What to do:
Nothing but the lines from the line with "Please mark all" through the end of the data is to be copied, and each is to be copied exactly.

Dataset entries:
--- --- ---
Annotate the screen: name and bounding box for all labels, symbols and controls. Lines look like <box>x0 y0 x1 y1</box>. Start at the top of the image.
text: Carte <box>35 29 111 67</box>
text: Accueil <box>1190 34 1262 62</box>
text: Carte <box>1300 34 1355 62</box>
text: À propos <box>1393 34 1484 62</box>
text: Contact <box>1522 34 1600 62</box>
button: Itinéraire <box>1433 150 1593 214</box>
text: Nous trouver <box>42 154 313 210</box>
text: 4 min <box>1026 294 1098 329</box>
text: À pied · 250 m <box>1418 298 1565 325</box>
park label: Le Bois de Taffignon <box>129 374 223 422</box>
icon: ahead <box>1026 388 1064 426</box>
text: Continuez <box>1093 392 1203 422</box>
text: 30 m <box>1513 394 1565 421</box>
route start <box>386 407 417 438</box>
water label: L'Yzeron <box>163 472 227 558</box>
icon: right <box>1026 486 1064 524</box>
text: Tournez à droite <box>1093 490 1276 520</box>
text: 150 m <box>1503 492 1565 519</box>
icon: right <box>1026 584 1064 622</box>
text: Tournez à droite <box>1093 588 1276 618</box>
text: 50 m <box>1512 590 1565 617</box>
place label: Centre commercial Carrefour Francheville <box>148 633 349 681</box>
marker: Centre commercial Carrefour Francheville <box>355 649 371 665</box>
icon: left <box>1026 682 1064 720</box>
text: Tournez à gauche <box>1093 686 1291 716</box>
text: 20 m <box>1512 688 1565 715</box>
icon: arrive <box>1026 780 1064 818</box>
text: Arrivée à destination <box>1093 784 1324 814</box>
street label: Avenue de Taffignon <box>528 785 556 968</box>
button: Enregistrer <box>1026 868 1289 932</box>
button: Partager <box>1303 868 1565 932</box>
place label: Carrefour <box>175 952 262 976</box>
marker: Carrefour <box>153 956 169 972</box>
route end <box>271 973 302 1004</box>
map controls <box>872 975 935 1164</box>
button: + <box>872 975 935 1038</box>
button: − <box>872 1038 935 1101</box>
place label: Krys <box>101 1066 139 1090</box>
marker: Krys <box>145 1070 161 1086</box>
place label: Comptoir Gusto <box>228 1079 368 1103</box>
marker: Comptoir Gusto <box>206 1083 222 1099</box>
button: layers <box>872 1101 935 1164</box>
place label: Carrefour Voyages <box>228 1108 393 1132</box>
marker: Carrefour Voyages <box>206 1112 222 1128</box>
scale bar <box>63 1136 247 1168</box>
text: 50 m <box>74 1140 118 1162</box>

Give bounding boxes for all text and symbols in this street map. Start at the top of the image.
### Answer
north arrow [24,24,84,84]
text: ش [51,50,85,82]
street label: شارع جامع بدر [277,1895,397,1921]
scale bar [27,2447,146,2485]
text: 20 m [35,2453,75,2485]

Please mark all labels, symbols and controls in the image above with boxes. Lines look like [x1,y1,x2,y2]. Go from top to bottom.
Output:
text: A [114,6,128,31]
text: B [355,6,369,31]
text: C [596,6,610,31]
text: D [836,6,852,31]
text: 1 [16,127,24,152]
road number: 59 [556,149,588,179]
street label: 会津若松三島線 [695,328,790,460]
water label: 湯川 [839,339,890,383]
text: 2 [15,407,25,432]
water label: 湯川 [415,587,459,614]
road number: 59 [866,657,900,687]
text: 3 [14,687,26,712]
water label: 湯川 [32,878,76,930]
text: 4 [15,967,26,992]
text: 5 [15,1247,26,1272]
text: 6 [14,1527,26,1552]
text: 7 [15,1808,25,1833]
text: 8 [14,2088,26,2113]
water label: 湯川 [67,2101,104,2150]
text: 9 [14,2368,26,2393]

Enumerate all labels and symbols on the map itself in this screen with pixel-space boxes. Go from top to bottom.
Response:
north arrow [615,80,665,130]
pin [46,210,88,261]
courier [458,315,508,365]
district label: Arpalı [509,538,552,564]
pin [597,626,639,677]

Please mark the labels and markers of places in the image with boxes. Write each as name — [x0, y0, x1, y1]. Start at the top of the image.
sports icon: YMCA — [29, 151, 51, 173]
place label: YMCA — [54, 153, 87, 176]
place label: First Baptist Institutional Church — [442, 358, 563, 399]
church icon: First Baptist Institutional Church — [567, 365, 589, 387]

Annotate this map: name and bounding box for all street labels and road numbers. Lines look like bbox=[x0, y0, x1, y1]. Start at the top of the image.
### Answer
--- --- ---
Response:
Please mark all labels, symbols and controls in the image above with boxes. Lines look like [x1,y1,x2,y2]. Go from top to bottom.
Output:
text: A [114,6,128,31]
text: B [355,6,369,31]
text: C [596,6,610,31]
text: D [836,6,852,31]
text: 1 [16,127,24,152]
road number: 59 [556,149,588,179]
street label: 会津若松三島線 [695,328,790,460]
water label: 湯川 [839,339,890,383]
text: 2 [15,407,25,432]
water label: 湯川 [415,587,459,614]
road number: 59 [866,657,900,687]
text: 3 [14,687,26,712]
water label: 湯川 [32,878,76,930]
text: 4 [15,967,26,992]
text: 5 [15,1247,26,1272]
text: 6 [14,1527,26,1552]
text: 7 [15,1808,25,1833]
text: 8 [14,2088,26,2113]
water label: 湯川 [67,2101,104,2150]
text: 9 [14,2368,26,2393]

Enumerate all labels and symbols on the map itself in this screen with pixel-space boxes. Go from top to bottom.
Response:
north arrow [615,80,665,130]
pin [46,210,88,261]
courier [458,315,508,365]
district label: Arpalı [509,538,552,564]
pin [597,626,639,677]

Please mark the labels and markers of places in the image with boxes. Write each as name — [x0, y0, x1, y1]. Start at the top of the image.
sports icon: YMCA — [29, 151, 51, 173]
place label: YMCA — [54, 153, 87, 176]
place label: First Baptist Institutional Church — [442, 358, 563, 399]
church icon: First Baptist Institutional Church — [567, 365, 589, 387]

Annotate this map: name and bounding box for all street labels and road numbers. Lines look like bbox=[x0, y0, x1, y1]. Start at the top of the image.
### Answer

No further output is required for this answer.